None of the studies that have been done test in real world conditions, throughout all the seasons, over a period of years, the way we real beekeepers keep bees.


----------



## rbees (Jun 25, 2012)

Solomon Parker said:


> None of the studies that have been done test in real world conditions


Sure there have been...Look what happened to all the feral colonies on foundation less comb when varroa arrived? For all practical purposes, they became extinct.


----------



## the doc (Mar 3, 2010)

Really an excellent point rbees. I'd say the main difference is varroa prefer the larger, longer maturing drone cell. I haven't seen any convincing evidence on the small cell theory. I do very much like the foundationless approach so they can construct the broodnest how they want with the cell size they want, with as much drone comb as they want.


----------



## Michael Palmer (Dec 29, 2006)

Solomon Parker said:


> None of the studies that have been done test in real world conditions, throughout all the seasons, over a period of years, the way we real beekeepers keep bees.
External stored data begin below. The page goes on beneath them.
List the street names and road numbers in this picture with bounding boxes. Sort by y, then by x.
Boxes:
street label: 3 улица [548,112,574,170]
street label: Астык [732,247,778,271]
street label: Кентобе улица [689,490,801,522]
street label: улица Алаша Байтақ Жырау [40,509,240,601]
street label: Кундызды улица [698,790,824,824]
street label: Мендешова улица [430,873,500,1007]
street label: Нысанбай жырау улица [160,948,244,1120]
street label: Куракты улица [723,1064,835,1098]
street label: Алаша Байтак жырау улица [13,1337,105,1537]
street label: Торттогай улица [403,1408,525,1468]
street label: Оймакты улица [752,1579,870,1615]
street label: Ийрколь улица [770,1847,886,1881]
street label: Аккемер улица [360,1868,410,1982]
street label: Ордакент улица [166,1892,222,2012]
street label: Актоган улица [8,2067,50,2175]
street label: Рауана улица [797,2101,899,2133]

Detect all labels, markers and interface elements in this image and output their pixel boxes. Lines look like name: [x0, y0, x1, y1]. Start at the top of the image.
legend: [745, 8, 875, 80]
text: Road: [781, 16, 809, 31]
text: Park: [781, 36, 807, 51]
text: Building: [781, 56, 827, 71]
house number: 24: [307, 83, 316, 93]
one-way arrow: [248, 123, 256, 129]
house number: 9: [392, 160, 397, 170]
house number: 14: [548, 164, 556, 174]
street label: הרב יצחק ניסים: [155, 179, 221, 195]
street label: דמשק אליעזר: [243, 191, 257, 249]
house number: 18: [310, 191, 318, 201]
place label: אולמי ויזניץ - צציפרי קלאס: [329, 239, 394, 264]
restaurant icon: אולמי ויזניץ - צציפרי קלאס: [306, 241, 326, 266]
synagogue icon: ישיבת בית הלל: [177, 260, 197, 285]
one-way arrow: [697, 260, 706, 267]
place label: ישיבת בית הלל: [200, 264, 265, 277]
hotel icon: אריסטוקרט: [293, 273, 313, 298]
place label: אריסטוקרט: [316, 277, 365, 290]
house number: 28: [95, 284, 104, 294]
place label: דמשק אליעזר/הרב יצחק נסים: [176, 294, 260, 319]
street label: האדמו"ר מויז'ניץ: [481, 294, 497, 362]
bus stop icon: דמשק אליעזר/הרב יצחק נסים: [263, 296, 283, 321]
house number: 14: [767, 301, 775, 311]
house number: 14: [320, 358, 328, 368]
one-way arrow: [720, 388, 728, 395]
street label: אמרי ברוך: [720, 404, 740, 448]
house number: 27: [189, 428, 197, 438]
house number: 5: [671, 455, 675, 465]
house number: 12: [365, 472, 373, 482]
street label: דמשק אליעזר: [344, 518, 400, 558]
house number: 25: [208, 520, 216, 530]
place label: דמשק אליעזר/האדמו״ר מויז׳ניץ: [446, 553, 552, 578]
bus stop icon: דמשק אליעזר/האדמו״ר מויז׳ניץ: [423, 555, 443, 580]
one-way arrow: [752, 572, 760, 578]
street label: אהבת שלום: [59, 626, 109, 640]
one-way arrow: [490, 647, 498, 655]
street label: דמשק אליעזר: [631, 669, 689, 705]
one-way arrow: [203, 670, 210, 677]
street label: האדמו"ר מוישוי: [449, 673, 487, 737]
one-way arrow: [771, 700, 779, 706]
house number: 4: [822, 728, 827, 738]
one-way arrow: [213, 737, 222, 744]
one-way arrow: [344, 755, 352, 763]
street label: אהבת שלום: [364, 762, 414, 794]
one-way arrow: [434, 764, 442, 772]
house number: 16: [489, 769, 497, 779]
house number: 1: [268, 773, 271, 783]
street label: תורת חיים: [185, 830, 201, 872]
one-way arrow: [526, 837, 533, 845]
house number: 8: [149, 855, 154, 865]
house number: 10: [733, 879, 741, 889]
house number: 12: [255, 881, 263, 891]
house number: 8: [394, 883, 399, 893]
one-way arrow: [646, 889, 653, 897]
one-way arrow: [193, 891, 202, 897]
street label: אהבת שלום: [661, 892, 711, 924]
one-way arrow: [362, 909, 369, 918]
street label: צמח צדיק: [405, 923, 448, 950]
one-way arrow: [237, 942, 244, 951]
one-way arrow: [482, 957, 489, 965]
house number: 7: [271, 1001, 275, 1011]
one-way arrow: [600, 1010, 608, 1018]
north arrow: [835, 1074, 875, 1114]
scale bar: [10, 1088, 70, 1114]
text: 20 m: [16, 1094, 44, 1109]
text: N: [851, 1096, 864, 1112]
Still waiting for the SC folks to publish a study the way they say it should be done. I even offered one well known SC proponent a slot at EAS 2+ years ago if he could do the study "The right way." Something empiracle and not..."It works for me, so I don't need to do no da** study.

If you're going to discount Seeley, Berry, et al, then you have to come up with something that backs up your claims. 

I'm still waiting.


----------



## Keth Comollo (Nov 4, 2011)

Tom Seely gave a great presentation at EAS. Of all the feral hives he measured the average cell size was, if I remember correctly, 5.2mm versus the 5.4 of standard foundation. Hardly a difference at all to me.

In my opinion there has been enough research done using the scientific method by well known entomologists to prove to me that the solution to varroa lies somewhere else than inside of a cell that is .3 mm smaller.


----------



## Keth Comollo (Nov 4, 2011)

T152 said:


> For small cell:
> 
> http://www.delta-business.com/Calga...y-2/Berry11091-Cell Size and Varroa Mites.pdf
> 
> ...


The first one is a study that showed small cell doesn't work.

And if you read to the bottom of the Beenatural guy page it shows he is no longer small cell. He gave up on it. 

The other two I believe sell bees. Simply marketing.


----------



## d.frizzell (Aug 27, 2012)

So all the feral colonies did not become extinct after all, how did he define feral?


----------



## AmericasBeekeeper (Jan 24, 2010)

These are studies by entomologists in several states. 
A. M. Ellis1 , G. W. Hayes1 and J. D. Ellis2
(1) Florida Department of Agriculture and Consumer Services, Division of Plant Industry, Bureau of Plant and Apiary Inspection, Apiary Inspection Section, 1911 SW 34th St., Gainesville, FL 32614-7100, USA
(2) Honey Bee Research and Extension Laboratory, Department of Entomology and Nematology, University of Florida, Bldg. 970 Natural Area Dr., Gainesville, FL 32611-0620, USA
Received: 3 October 2008 Accepted: 10 November 2008 Published online: 6 December 2008 
Abstract Due to a continuing shift toward reducing/minimizing the use of chemicals in honey bee colonies, we explored the possibility of using small cell foundation as a varroa control. Based on the number of anecdotal reports supporting small cell as an efficacious varroa control tool, we hypothesized that bee colonies housed on combs constructed on small cell foundation would have lower varroa populations and higher adult bee populations and more cm2 brood. To summarize our results, we found that the use of small cell foundation did not significantly affect cm2 total brood, total mites per colony, mites per brood cell, or mites per adult bee, but did affect adult bee population for two sampling months. Varroa levels were similar in all colonies throughout the study. We found no evidence that small cell foundation was beneficial with regard to varroa control under the tested conditions in Florida. 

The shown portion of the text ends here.